* _Dataset extract_:
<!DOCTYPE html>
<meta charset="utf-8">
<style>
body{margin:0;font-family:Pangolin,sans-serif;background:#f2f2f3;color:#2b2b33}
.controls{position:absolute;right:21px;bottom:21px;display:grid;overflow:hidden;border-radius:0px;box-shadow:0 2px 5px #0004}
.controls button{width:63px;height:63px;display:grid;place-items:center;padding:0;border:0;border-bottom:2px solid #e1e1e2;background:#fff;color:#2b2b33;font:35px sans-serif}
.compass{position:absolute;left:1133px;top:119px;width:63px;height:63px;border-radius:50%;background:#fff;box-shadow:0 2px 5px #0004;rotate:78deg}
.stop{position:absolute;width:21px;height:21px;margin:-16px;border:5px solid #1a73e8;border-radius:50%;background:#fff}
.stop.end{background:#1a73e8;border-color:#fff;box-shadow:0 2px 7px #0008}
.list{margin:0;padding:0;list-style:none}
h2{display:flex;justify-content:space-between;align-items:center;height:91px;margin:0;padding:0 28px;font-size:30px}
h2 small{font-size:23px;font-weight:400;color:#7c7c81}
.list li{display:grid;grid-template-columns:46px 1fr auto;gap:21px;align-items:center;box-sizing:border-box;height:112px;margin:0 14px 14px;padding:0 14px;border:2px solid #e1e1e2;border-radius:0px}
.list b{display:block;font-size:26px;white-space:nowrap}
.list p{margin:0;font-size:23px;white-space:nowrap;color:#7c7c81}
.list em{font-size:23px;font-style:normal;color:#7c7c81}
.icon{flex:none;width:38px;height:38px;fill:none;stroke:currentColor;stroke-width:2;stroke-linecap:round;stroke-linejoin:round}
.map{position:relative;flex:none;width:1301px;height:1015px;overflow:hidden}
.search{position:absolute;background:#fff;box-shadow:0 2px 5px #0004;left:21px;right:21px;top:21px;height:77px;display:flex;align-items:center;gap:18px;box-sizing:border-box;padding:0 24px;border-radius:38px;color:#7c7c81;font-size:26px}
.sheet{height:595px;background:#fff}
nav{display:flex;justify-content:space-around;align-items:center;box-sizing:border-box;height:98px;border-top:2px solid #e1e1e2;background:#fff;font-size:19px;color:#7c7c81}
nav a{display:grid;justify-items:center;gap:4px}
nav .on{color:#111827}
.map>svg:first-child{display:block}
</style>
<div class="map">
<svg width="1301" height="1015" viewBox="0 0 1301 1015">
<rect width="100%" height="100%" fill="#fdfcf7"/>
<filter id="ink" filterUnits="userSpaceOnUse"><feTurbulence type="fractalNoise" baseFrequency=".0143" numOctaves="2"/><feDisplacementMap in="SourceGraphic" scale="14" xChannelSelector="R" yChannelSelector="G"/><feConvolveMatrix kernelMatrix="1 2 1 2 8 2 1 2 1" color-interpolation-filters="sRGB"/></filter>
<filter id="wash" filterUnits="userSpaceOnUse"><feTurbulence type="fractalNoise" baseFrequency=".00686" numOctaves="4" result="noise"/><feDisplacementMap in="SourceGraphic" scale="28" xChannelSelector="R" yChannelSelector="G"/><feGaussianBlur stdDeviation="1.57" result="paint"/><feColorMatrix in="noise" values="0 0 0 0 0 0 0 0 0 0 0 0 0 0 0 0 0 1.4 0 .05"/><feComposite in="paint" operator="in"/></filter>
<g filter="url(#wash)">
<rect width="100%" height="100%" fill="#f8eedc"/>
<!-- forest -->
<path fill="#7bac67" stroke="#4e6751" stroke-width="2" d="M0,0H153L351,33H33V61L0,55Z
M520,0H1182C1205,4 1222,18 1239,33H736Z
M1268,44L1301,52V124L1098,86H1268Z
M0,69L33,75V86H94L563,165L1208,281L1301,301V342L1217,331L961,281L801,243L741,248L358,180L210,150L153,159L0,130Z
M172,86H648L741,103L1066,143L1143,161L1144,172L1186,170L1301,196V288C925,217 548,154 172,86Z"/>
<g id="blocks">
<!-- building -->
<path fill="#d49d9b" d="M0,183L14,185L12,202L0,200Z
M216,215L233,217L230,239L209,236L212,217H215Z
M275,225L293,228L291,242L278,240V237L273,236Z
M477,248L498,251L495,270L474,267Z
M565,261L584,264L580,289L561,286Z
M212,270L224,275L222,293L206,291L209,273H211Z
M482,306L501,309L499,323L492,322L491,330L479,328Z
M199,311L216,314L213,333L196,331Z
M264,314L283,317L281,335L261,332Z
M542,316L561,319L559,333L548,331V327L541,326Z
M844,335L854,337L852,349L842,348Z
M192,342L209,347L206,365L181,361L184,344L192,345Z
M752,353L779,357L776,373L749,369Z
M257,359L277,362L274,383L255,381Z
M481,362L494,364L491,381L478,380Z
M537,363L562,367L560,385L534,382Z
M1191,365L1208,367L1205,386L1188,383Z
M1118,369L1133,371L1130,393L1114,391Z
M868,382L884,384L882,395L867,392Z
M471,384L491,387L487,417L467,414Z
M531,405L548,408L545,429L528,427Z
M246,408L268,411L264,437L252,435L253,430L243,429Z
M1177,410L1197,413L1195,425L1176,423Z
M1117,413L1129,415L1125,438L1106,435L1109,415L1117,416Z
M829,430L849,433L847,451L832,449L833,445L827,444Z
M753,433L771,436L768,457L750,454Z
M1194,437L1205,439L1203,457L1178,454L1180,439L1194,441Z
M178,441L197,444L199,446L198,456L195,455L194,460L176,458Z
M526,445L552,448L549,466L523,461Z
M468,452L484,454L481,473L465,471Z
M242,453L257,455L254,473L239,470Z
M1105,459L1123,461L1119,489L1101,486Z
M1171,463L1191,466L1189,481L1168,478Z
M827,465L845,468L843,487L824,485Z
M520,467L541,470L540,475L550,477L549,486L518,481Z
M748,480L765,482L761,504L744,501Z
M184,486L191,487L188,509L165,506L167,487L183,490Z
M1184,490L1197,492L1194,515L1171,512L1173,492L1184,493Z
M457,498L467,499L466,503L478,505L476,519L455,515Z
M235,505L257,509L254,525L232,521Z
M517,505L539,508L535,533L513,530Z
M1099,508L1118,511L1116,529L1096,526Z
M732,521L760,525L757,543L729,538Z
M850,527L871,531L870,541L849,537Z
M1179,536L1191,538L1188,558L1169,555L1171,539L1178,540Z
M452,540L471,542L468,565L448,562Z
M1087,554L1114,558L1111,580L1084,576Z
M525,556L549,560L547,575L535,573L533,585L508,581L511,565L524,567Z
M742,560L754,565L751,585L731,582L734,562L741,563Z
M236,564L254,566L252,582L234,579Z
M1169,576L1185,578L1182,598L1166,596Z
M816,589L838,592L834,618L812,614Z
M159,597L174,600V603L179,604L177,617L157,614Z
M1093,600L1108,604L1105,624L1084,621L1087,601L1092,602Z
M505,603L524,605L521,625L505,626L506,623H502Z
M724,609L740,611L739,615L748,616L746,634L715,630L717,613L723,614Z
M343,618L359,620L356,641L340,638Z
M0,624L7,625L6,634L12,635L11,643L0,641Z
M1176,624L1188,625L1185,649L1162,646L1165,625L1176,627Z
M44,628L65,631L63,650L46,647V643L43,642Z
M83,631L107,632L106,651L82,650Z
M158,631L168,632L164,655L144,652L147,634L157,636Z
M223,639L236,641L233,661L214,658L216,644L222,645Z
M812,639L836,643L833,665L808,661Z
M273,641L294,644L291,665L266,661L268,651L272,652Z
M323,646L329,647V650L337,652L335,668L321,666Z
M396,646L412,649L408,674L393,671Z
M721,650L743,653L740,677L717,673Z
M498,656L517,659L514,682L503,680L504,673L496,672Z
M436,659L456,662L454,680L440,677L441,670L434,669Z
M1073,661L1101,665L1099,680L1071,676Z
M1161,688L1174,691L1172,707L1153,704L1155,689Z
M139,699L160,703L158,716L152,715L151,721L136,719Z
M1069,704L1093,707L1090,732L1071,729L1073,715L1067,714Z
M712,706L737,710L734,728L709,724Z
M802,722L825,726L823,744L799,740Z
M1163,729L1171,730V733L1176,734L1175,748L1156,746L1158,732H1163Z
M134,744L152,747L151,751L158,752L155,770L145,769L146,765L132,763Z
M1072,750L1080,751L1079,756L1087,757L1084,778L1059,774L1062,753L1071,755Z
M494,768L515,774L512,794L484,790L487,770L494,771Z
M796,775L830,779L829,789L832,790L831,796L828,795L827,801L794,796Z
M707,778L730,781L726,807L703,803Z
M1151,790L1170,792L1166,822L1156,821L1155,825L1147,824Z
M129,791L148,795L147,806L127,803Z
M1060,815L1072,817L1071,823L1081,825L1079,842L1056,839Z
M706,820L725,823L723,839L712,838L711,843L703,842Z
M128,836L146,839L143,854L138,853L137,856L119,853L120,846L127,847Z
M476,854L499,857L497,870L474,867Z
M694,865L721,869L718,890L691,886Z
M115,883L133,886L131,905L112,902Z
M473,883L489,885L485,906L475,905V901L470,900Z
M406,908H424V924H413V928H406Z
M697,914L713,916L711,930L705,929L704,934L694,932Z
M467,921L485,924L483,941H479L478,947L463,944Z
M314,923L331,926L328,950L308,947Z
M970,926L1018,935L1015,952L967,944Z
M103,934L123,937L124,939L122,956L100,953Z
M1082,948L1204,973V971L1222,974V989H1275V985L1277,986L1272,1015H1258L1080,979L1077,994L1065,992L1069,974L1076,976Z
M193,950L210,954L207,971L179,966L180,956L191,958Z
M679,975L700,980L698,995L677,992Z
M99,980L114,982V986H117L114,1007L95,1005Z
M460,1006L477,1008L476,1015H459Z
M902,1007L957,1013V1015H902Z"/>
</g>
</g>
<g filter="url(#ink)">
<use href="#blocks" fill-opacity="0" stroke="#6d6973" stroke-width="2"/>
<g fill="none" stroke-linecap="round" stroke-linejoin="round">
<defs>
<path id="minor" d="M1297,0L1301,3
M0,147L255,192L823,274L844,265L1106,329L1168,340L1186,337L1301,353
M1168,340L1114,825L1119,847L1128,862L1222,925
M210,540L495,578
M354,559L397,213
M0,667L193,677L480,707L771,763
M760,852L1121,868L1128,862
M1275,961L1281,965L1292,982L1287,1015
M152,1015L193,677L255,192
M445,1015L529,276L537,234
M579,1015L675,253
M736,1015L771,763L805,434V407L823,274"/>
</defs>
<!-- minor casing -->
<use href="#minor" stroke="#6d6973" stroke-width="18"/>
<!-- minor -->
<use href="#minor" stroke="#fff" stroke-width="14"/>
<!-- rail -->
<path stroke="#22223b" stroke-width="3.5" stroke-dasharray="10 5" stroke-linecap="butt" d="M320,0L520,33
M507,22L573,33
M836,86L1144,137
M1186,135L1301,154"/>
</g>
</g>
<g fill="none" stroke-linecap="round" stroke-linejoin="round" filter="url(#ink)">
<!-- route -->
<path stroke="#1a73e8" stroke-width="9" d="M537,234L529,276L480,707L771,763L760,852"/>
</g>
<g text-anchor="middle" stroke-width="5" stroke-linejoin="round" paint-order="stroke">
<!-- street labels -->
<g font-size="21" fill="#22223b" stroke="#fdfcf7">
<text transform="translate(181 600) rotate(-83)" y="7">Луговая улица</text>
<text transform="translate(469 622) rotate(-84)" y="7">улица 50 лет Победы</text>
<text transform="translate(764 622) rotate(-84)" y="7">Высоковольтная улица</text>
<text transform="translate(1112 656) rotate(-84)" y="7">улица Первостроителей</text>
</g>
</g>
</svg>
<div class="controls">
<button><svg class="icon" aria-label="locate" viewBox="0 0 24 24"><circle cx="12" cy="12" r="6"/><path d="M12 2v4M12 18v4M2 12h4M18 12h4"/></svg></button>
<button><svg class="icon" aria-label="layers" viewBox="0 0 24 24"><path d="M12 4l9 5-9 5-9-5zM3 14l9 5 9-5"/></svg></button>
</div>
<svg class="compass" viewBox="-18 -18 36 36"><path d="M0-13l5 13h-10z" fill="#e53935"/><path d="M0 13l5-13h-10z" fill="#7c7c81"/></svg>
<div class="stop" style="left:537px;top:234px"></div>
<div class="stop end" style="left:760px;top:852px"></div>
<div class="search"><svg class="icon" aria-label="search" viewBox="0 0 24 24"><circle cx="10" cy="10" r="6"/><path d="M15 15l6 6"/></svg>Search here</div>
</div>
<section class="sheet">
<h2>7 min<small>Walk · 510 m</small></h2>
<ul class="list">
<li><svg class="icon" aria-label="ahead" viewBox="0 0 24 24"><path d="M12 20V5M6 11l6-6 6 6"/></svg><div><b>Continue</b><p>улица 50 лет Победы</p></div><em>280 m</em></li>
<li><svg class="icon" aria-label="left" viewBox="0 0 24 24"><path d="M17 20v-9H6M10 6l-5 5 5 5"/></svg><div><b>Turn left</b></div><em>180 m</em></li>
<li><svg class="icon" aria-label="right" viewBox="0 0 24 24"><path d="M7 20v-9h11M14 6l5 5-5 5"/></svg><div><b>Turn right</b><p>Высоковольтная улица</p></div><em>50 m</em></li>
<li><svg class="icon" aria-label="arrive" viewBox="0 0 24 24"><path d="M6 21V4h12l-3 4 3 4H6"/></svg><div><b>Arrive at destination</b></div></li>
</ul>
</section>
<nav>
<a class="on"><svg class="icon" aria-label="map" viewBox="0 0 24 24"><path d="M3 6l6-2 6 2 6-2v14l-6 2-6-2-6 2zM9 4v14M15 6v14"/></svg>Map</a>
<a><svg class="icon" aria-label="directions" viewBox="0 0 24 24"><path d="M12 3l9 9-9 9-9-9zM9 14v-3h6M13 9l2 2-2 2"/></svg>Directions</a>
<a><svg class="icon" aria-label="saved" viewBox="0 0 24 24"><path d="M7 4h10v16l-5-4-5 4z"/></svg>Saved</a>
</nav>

* _Task to complete_: Produce only the lines from the line containing "M816,589L838,592L834,618L812,614Z" through the line containing "M99,980L114,982V986H117L114,1007L95,1005Z", inclusive of both, exactly as they stand in the entries above.

* _Task answer_:
M816,589L838,592L834,618L812,614Z
M159,597L174,600V603L179,604L177,617L157,614Z
M1093,600L1108,604L1105,624L1084,621L1087,601L1092,602Z
M505,603L524,605L521,625L505,626L506,623H502Z
M724,609L740,611L739,615L748,616L746,634L715,630L717,613L723,614Z
M343,618L359,620L356,641L340,638Z
M0,624L7,625L6,634L12,635L11,643L0,641Z
M1176,624L1188,625L1185,649L1162,646L1165,625L1176,627Z
M44,628L65,631L63,650L46,647V643L43,642Z
M83,631L107,632L106,651L82,650Z
M158,631L168,632L164,655L144,652L147,634L157,636Z
M223,639L236,641L233,661L214,658L216,644L222,645Z
M812,639L836,643L833,665L808,661Z
M273,641L294,644L291,665L266,661L268,651L272,652Z
M323,646L329,647V650L337,652L335,668L321,666Z
M396,646L412,649L408,674L393,671Z
M721,650L743,653L740,677L717,673Z
M498,656L517,659L514,682L503,680L504,673L496,672Z
M436,659L456,662L454,680L440,677L441,670L434,669Z
M1073,661L1101,665L1099,680L1071,676Z
M1161,688L1174,691L1172,707L1153,704L1155,689Z
M139,699L160,703L158,716L152,715L151,721L136,719Z
M1069,704L1093,707L1090,732L1071,729L1073,715L1067,714Z
M712,706L737,710L734,728L709,724Z
M802,722L825,726L823,744L799,740Z
M1163,729L1171,730V733L1176,734L1175,748L1156,746L1158,732H1163Z
M134,744L152,747L151,751L158,752L155,770L145,769L146,765L132,763Z
M1072,750L1080,751L1079,756L1087,757L1084,778L1059,774L1062,753L1071,755Z
M494,768L515,774L512,794L484,790L487,770L494,771Z
M796,775L830,779L829,789L832,790L831,796L828,795L827,801L794,796Z
M707,778L730,781L726,807L703,803Z
M1151,790L1170,792L1166,822L1156,821L1155,825L1147,824Z
M129,791L148,795L147,806L127,803Z
M1060,815L1072,817L1071,823L1081,825L1079,842L1056,839Z
M706,820L725,823L723,839L712,838L711,843L703,842Z
M128,836L146,839L143,854L138,853L137,856L119,853L120,846L127,847Z
M476,854L499,857L497,870L474,867Z
M694,865L721,869L718,890L691,886Z
M115,883L133,886L131,905L112,902Z
M473,883L489,885L485,906L475,905V901L470,900Z
M406,908H424V924H413V928H406Z
M697,914L713,916L711,930L705,929L704,934L694,932Z
M467,921L485,924L483,941H479L478,947L463,944Z
M314,923L331,926L328,950L308,947Z
M970,926L1018,935L1015,952L967,944Z
M103,934L123,937L124,939L122,956L100,953Z
M1082,948L1204,973V971L1222,974V989H1275V985L1277,986L1272,1015H1258L1080,979L1077,994L1065,992L1069,974L1076,976Z
M193,950L210,954L207,971L179,966L180,956L191,958Z
M679,975L700,980L698,995L677,992Z
M99,980L114,982V986H117L114,1007L95,1005Z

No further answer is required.